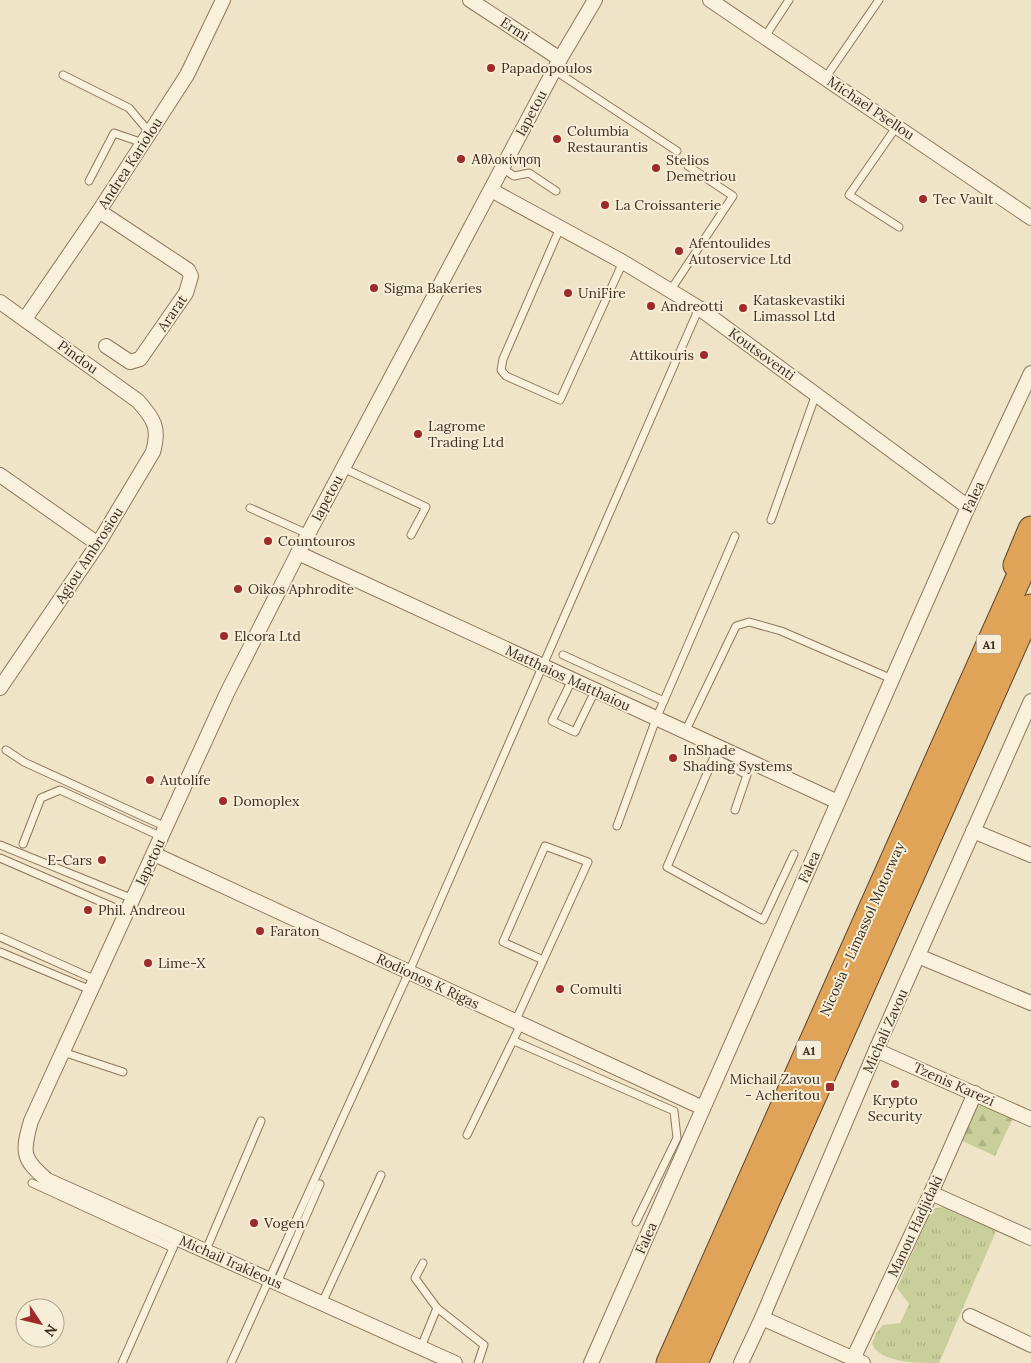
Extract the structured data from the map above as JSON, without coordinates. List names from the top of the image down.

...

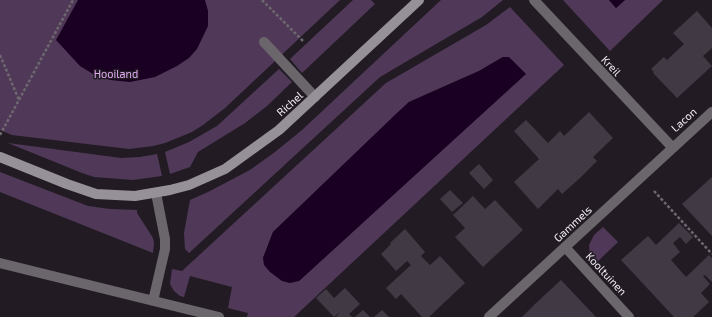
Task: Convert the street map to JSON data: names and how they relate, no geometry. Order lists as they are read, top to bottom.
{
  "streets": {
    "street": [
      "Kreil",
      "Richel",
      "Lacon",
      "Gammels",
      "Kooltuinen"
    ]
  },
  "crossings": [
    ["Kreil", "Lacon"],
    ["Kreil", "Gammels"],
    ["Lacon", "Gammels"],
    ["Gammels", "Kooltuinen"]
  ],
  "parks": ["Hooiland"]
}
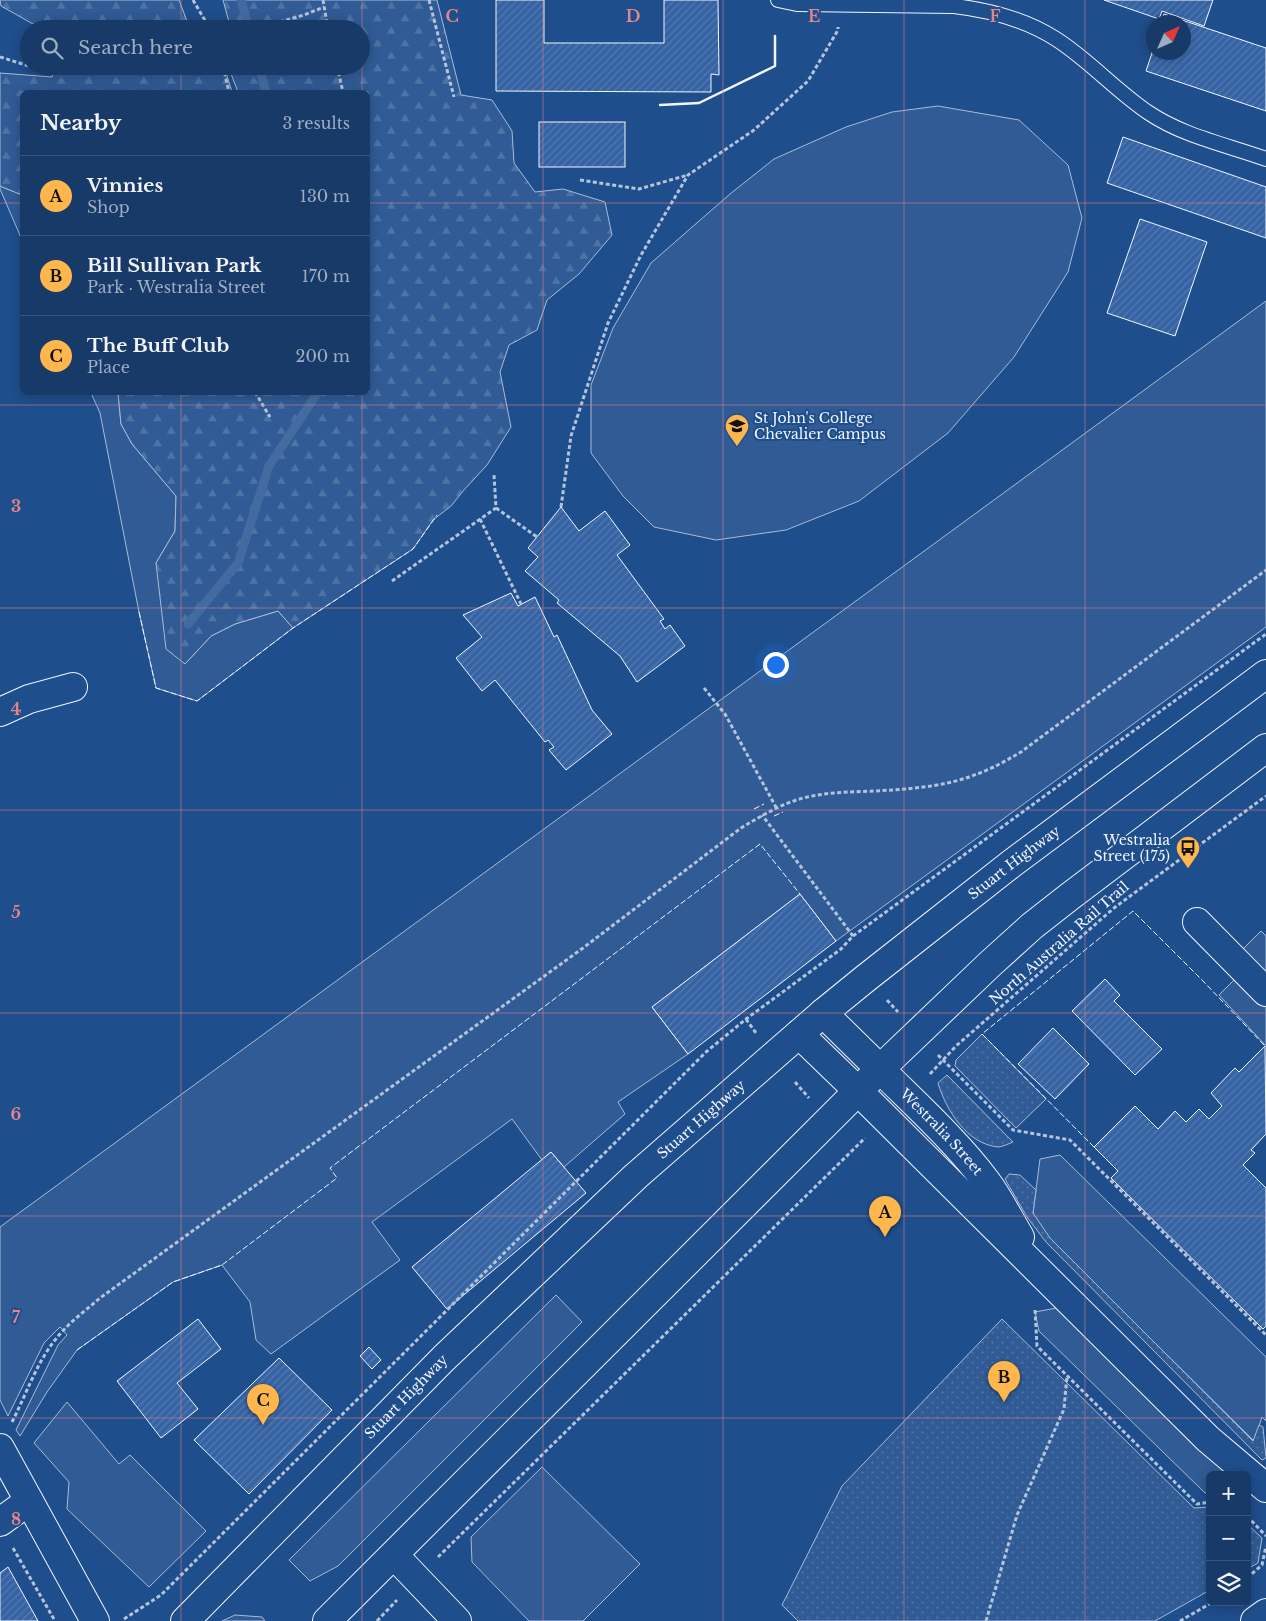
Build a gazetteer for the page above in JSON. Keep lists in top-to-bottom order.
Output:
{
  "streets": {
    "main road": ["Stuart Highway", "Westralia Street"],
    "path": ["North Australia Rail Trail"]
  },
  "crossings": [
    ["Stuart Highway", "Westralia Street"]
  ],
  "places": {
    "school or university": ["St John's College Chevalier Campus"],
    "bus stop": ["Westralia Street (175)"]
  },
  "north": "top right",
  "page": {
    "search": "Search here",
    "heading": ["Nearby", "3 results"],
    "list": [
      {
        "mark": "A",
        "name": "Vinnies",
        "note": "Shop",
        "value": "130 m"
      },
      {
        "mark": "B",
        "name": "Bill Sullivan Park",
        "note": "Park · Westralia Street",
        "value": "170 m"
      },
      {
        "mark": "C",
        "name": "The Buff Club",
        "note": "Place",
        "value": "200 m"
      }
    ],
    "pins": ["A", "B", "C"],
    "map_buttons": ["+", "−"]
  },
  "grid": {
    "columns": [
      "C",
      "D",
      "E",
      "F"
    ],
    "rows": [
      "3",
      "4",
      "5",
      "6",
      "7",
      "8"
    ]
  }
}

* * *

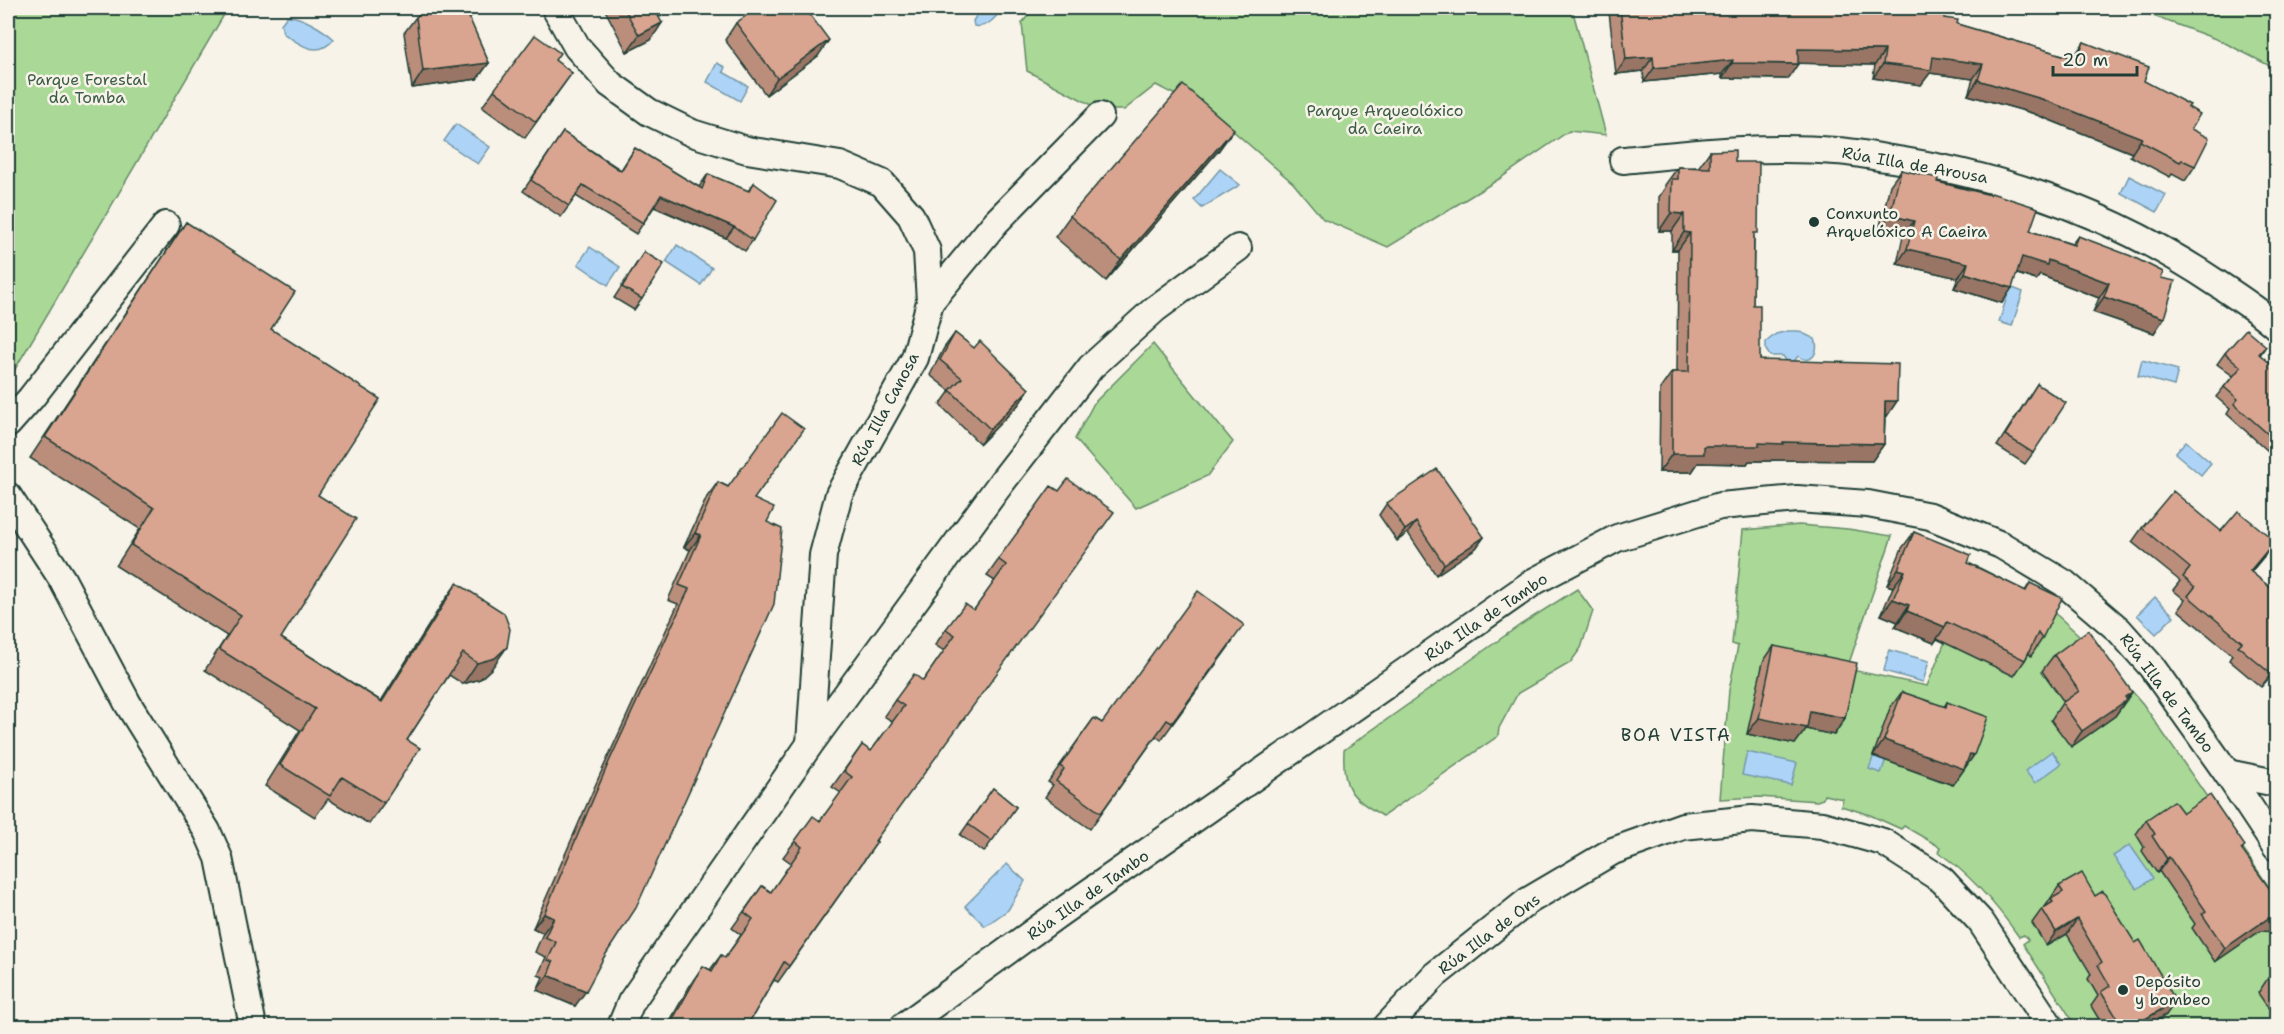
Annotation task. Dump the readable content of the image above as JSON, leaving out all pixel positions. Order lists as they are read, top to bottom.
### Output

GOAL OF THE EXERCISE. Show the lines of the data that hold the word "above".

SOLUTION.
Extract the structured data from the map above as JSON, without coordinates. List names from the top of the image down.
Build a gazetteer for the page above in JSON. Keep lists in top-to-bottom order.
Annotation task. Dump the readable content of the image above as JSON, leaving out all pixel positions. Order lists as they are read, top to bottom.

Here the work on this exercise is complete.